_What to do:_
Go through the data below and return each line where the string "labels" occurs.

_Material for this exercise:_
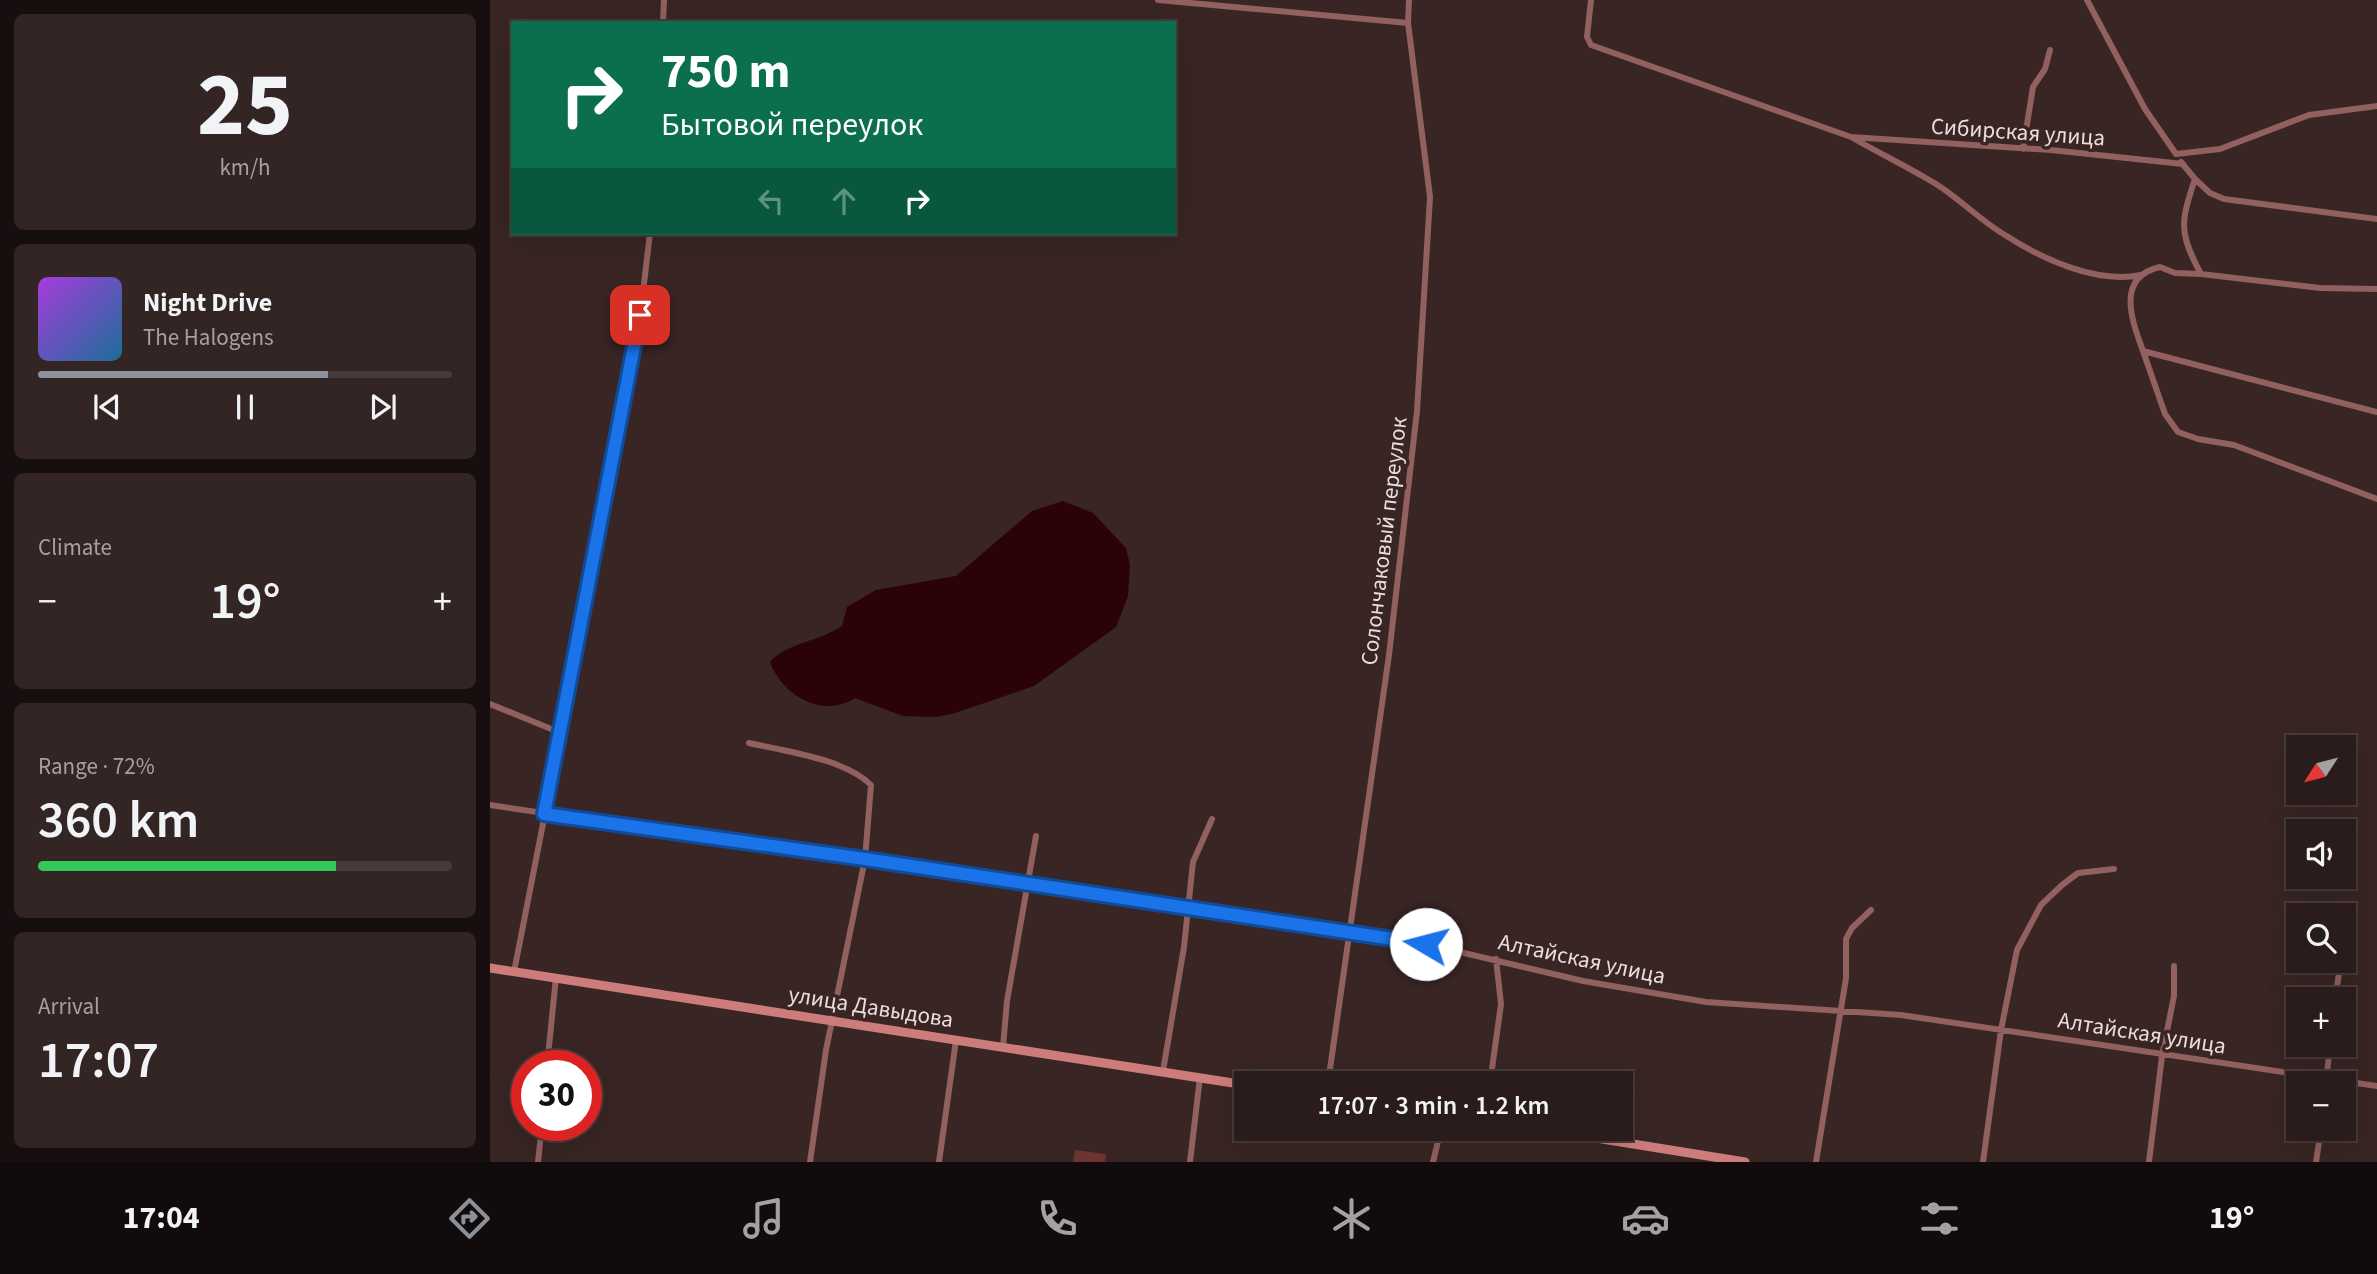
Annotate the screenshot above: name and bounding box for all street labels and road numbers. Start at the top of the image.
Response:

* * *

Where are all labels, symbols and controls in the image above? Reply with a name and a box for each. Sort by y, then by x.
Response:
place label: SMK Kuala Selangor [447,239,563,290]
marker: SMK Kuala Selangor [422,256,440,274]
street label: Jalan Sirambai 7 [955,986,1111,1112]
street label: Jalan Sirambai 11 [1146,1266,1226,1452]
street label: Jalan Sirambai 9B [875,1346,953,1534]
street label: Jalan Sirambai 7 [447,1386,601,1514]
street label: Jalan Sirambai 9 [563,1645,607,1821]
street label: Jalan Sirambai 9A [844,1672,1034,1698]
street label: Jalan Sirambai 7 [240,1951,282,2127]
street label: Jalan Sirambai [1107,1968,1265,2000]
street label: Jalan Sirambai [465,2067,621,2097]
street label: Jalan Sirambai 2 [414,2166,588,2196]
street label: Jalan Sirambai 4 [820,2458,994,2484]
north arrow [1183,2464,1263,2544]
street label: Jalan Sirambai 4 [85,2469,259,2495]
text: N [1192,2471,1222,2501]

_Problem solution:_
Annotate the screenshot above: name and bounding box for all street labels and road numbers. Start at the top of the image.
Where are all labels, symbols and controls in the image above? Reply with a name and a box for each. Sort by y, then by x.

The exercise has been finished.